PASADENA, Calif.--While some suggest that space exploration is a luxury we can't afford in tough times, it's not surprising that Charles Elachi doesn't see it that way.
"Our economy is fundamentally dependent on innovation," said Elachi, who heads NASA's Jet Propulsion Laboratory. "This is not the time to go back and sit under our shell."
Elachi, speaking at the Fortune Brainstorm: Tech conference, said some of the technology used in space has led to things like GPS and better ways of detecting cancer.
To offer a visual aid to his argument, Elachi brought a full-scale model of the next Mars rover, due to begin its voyage in two years.
The vehicle, known as Curiosity, has 10 times the experiment carrying ability of the last Mars rover and is due to spend at least a martian year (two earth years) gathering data.
Of course, the first-generation rover was only designed to last 90 days and two of those vehicles have now been going for five years.

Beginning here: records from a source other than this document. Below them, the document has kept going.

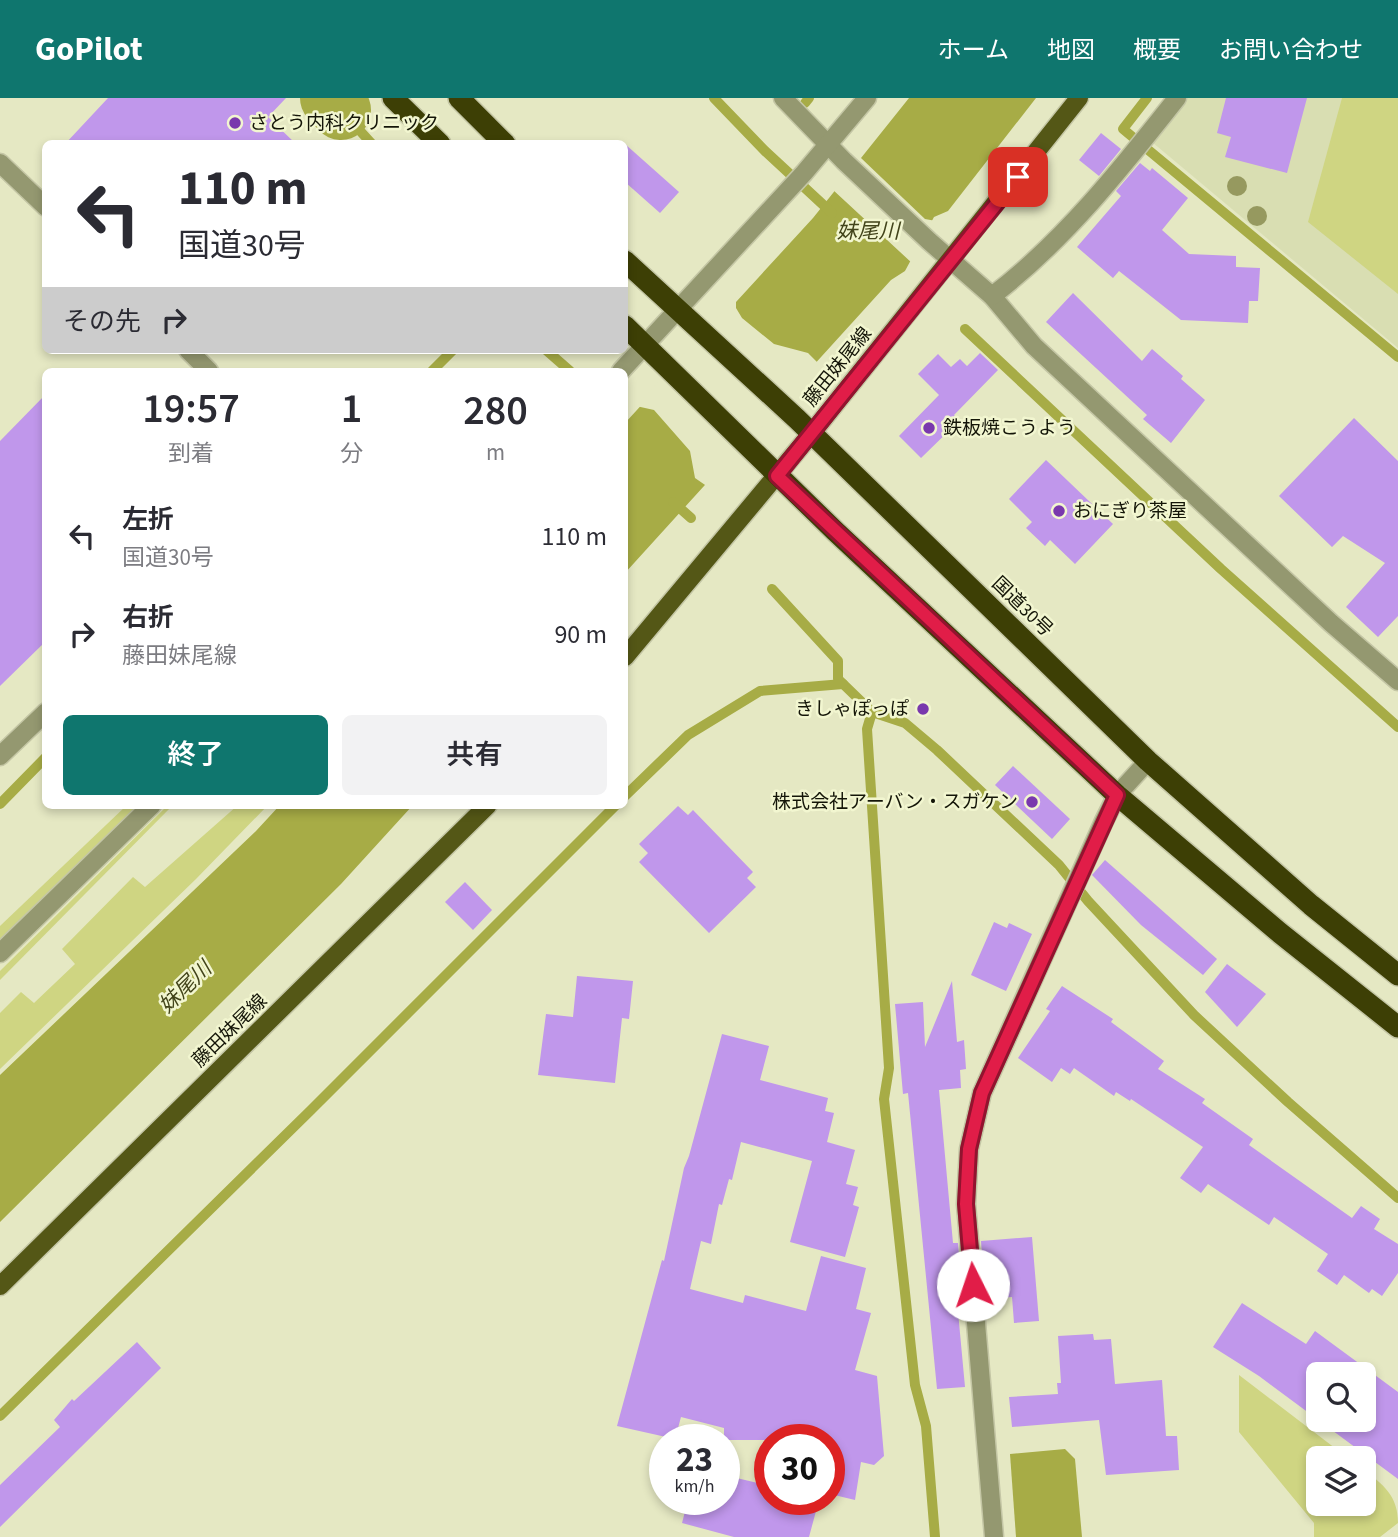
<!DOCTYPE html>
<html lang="ja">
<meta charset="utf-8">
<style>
:root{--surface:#fff;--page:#f2f2f3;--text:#2b2b33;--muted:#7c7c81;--accent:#0f766e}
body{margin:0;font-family:"Source Sans 3","Noto Sans JP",sans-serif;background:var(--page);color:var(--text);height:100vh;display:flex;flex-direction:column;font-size:26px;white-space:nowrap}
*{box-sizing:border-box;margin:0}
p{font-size:23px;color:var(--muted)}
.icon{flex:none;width:38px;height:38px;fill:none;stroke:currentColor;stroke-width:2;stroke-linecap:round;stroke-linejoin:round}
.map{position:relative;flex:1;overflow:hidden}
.sheet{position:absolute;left:42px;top:270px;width:586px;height:441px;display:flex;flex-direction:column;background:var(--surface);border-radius:10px;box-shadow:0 4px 10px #0003}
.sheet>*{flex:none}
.top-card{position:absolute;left:42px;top:42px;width:586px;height:214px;border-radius:10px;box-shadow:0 4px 10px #0003;background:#fff;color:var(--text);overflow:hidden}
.buttons{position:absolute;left:1306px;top:1264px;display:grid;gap:14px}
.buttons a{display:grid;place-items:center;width:70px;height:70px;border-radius:10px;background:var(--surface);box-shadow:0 4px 10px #0003;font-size:35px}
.speed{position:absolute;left:649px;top:1326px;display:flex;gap:14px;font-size:35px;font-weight:700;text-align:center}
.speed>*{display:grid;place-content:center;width:91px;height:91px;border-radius:50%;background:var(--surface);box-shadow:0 4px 10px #0003;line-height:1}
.speed small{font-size:18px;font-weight:400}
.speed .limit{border:10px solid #d22;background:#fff;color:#111}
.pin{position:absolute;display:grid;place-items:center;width:60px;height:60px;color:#fff;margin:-30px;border-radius:14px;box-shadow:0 4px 10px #0006}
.me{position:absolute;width:77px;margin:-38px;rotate:356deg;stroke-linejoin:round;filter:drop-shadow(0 0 5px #0008)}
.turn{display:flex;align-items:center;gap:24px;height:147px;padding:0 21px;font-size:32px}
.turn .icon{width:91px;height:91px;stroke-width:2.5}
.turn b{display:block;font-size:49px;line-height:60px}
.then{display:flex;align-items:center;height:66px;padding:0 21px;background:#0003;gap:14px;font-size:26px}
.eta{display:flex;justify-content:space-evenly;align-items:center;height:119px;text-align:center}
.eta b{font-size:42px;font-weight:600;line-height:49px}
.primary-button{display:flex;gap:14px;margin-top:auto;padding:14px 21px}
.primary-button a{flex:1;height:80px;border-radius:10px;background:var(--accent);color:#fff;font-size:28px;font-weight:600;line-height:80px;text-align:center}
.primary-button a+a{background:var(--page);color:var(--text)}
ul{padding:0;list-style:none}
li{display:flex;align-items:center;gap:21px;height:98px;padding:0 21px}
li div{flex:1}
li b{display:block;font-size:26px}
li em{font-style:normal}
header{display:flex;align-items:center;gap:42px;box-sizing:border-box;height:98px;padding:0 35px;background:var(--accent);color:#fff}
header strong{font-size:33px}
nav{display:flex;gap:38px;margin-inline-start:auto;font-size:24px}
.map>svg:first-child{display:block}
.built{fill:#d9deb2}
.green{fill:#cfd582}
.water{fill:#a7ac46}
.pier{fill:#e5e8c3}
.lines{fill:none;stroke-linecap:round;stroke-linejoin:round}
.stream{stroke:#a7ac46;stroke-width:10}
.river{stroke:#a7ac46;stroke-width:60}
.building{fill:#c097eb;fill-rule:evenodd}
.minor-casing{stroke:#c4c6a5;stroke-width:21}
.major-casing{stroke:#c4c6a5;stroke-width:21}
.highway-casing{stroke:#c4c6a5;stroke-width:24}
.minor{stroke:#949870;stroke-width:18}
.major{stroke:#545716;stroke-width:18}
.highway{stroke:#3d3f05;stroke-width:21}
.tree{fill:#96995f}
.route-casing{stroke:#92132f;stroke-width:18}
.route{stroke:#e11d48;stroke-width:12}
.poi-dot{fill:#7938ad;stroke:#f2f6d0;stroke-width:2.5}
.labels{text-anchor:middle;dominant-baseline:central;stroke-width:5;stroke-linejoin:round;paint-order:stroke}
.poi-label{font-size:19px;fill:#141508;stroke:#f2f6d0;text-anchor:start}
.street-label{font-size:19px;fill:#141508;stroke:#f2f6d0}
.water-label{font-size:21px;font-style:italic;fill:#42441a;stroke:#f2f6d0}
</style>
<header>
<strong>GoPilot</strong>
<nav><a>ホーム</a><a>地図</a><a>概要</a><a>お問い合わせ</a></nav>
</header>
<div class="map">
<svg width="1398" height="1439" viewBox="0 0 1398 1439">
<rect width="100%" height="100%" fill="#e5e8c3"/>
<path class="built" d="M1187,0H1398V250L1152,44Z"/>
<g class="green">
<path d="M1342,0H1398V196L1308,124Z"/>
<path d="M127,707H142L0,844V828Z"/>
<path d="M168,707H173L0,882V873Z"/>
<path d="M238,707H268L196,781L0,971V915L21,894L34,905L75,866L62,851L133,779L145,789Z"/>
<path d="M1239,1277L1348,1360H1318V1405H1363V1371C1384,1387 1398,1398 1398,1425L1380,1439H1314V1425L1239,1334Z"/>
</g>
<g class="water">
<path d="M909,0H1036L948,113L934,119L905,173L891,182L625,475V325L813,120Z"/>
<path d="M280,707H413L341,786L0,1124V977L256,733Z"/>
<path d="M1065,1351L1075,1361L1082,1439H1016L1010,1356Z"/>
</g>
<g class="pier">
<path d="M860,55L861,60L925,121L936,123L913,166L832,91Z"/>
<path d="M736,199V210L742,220L774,246L808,255L819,266L708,389L695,380L690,353L654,312L636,308Z"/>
</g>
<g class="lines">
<g class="stream">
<path d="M714,0L765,53L832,115"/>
<path d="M1147,0L1123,31L1398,259"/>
<path d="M805,5L809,0"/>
<path d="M341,12L372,46"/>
<path d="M965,231L1221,471L1398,629"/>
<path d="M546,252L570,273"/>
<path d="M432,273L453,252"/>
<path d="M673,404L691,420"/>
<path d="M772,491L838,563V581L872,614L905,625L937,652L1059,767L1088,803L1194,917L1288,1004L1398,1100"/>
<path d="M872,614L867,631L889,970L884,1001L915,1287L926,1328L935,1439"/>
<path d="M625,698L688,637L760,593L843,586"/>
<path d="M0,706L46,659"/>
<path d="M0,1318L311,1012L616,707"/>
</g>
<path class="river" d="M330,0L341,12"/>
</g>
<g class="building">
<path d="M108,0H286L268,19L296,46H65Z"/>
<path d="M1226,0H1307L1287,75L1225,59L1231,39L1217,35Z"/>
<path d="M1101,35L1121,51L1099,78L1079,62Z"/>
<path d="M625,46L679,94L660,115L625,84Z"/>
<path d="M1140,65L1150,73L1152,70L1188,100L1162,132L1189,156L1236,158V169L1260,170L1258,203H1249L1248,225L1181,222L1119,173L1113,180L1077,149L1121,98L1116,93Z"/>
<path d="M1073,195L1142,263L1152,251L1183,278L1181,281L1205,302L1171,345L1143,321L1147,317L1046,224Z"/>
<path d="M980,255L998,272L954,317L959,323L921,360L899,338L939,297L918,276L938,256L951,269L960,261L967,268Z"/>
<path d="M46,296V543L0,588V343Z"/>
<path d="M1354,320L1398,363V518L1378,539L1346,509L1385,465L1343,438L1332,449L1279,398Z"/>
<path d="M1046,362L1113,426L1075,466L1050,442L1045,448L1026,430L1032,424L1009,401Z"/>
<path d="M1013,668L1070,721L1052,741L995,687Z"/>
<path d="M678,708L688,717L693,712L753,774L747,780L756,789L709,835L639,764L648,755L639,746Z"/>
<path d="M1105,762L1217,861L1203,877L1141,827L1092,777Z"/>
<path d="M465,784L492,812L473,832L445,804Z"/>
<path d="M994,824L1007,830L1009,825L1032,836L1006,893L971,877Z"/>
<path d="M1227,866L1266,896L1237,929L1205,894Z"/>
<path d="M577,878L633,883L629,921L622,920L615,985L538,977L546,916L573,919Z"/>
<path d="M952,883L957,944L964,942L966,971L960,972L961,990L939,992L953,1145H958L963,1202L957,1203L965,1289L937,1291L908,995L903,996L895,906L923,904L925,949Z"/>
<path d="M1062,888L1113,921L1111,924L1164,963L1158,971L1205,1001L1202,1005L1253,1041L1249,1047L1352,1120L1361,1108L1380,1121L1374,1131L1398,1146V1175L1382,1198L1372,1191L1369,1195L1344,1177L1337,1187L1317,1173L1328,1156L1274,1119L1269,1127L1208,1086L1201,1095L1180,1080L1203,1049L1131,1001L1130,1003L1116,994L1114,998L1074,970L1070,976L1061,970L1052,984L1018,960L1050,913L1046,911Z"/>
<path d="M722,936L769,948L760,982L828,1000L825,1013L834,1015L827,1044L855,1052L846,1086L858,1089L853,1107L859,1109L845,1159L790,1144L812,1063L741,1044L732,1082L729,1081L722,1107L719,1106L711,1146L701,1143L690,1191L743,1205L745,1197L806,1213L821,1158L866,1170L856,1211L871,1215L855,1272L877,1278L884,1358L874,1367L861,1364L855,1402L830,1396L838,1359L836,1358L837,1355L830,1353V1342H724V1330L681,1319L675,1341L617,1328L662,1162L664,1163L684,1070L689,1058Z"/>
<path d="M1032,1139L1039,1223L1014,1225L1012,1199L985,1201L981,1143Z"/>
<path d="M1242,1205L1306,1246L1315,1233L1398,1294V1381L1259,1278L1213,1249ZM1318,1276H1363V1321H1318Z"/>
<path d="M1093,1236L1094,1242L1111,1241L1115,1286L1162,1282L1166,1338H1177L1179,1372L1106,1377L1099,1322L1012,1329L1009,1299L1058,1296L1057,1285H1061L1058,1238Z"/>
<path d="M137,1244L161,1270L0,1429V1387L60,1329L54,1322L72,1301L74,1303Z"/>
<path d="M724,1377L770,1388V1402H819L809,1439H734L682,1425L688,1402H724Z"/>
</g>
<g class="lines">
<g class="minor-casing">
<g id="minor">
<path d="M783,0L844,63L929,143L992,198L1034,248L1331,525L1398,583"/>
<path d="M0,65L46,109"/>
<path d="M992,198C1064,143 1121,71 1177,0"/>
<path d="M188,252L209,273"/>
<path d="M621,273L804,75L867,0"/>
<path d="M0,658L46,614"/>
<path d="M0,855L152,707"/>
<path d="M994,1439L966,1106L969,1051L982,995L1104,723L1117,697L1148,663"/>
</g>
</g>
<g class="major-casing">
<g id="major">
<path d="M625,559L811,336L1079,0"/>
<path d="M0,1188L488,707"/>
</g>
</g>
<g class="highway-casing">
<g id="highway">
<path d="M393,0L440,46"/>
<path d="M459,0L505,46"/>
<path d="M625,163L797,321L1148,663L1311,807L1398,877"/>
<path d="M625,228L835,433L1117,697L1280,835L1398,929"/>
</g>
</g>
<use href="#minor" class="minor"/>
<use href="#major" class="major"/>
<use href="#highway" class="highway"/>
</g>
<g class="tree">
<circle cx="1237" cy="88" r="10"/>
<circle cx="1257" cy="118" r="10"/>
</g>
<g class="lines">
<g class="route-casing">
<path id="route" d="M973,1187L966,1106L969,1051L982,995L1117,697L777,378L1018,79"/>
</g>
<use href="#route" class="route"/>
</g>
<g class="poi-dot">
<circle cx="235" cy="25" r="7"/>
<circle cx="929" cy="330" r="7"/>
<circle cx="1059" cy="413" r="7"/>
<circle cx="923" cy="611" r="7"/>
<circle cx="1032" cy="704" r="7"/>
</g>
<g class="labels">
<g class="poi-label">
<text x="249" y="25">さとう内科クリニック</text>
<text x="943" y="330">鉄板焼こうよう</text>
<text x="1073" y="413">おにぎり茶屋</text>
<text x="909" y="611" text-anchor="end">きしゃぽっぽ</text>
<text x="1018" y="704" text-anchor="end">株式会社アーバン・スガケン</text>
</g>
<g class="street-label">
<text transform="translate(838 269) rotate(-51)">藤田妹尾線</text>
<text transform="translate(1022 509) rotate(44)">国道30号</text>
<text transform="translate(230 933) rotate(-44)">藤田妹尾線</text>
</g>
<g class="water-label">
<text x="868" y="133">妹尾川</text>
<text transform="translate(185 889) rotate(-44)">妹尾川</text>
</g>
</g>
</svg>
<div class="buttons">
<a><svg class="icon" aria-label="search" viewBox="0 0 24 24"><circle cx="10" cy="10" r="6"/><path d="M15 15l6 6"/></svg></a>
<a><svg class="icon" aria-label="layers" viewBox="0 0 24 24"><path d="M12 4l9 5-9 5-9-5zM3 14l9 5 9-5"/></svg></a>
</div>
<div class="speed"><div>23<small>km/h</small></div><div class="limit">30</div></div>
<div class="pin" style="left:1018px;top:79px;background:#d93025"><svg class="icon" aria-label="arrive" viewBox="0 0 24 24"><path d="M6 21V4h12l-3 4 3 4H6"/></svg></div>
<svg class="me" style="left:973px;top:1187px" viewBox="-20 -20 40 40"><circle r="19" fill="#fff"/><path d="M0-13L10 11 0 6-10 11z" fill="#e11d48"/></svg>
<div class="top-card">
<div class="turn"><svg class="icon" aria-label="left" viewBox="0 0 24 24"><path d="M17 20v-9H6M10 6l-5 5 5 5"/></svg><div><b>110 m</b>国道30号</div></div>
<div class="then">その先<svg class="icon" aria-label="right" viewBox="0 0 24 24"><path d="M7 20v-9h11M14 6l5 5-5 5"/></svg></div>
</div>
<section class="sheet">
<div class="eta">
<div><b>19:57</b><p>到着</p></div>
<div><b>1</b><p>分</p></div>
<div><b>280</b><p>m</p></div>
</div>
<ul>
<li><svg class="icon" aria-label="left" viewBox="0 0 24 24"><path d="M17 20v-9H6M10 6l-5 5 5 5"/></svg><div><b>左折</b><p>国道30号</p></div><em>110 m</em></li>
<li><svg class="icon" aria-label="right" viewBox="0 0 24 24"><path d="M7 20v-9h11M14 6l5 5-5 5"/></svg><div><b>右折</b><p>藤田妹尾線</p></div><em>90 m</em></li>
</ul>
<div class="primary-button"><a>終了</a><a>共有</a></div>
</section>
</div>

"Why did they survive?" Elachi said. "It is a combination of being smart and being lucky."
He noted that one of the two current rovers had one of its six wheels fail and the other has had other issues. "After a while you get old, but we've always figured out a way to manage it."
Curiosity will be nuclear powered, as opposed to the solar technology used in the first-generation vehicles.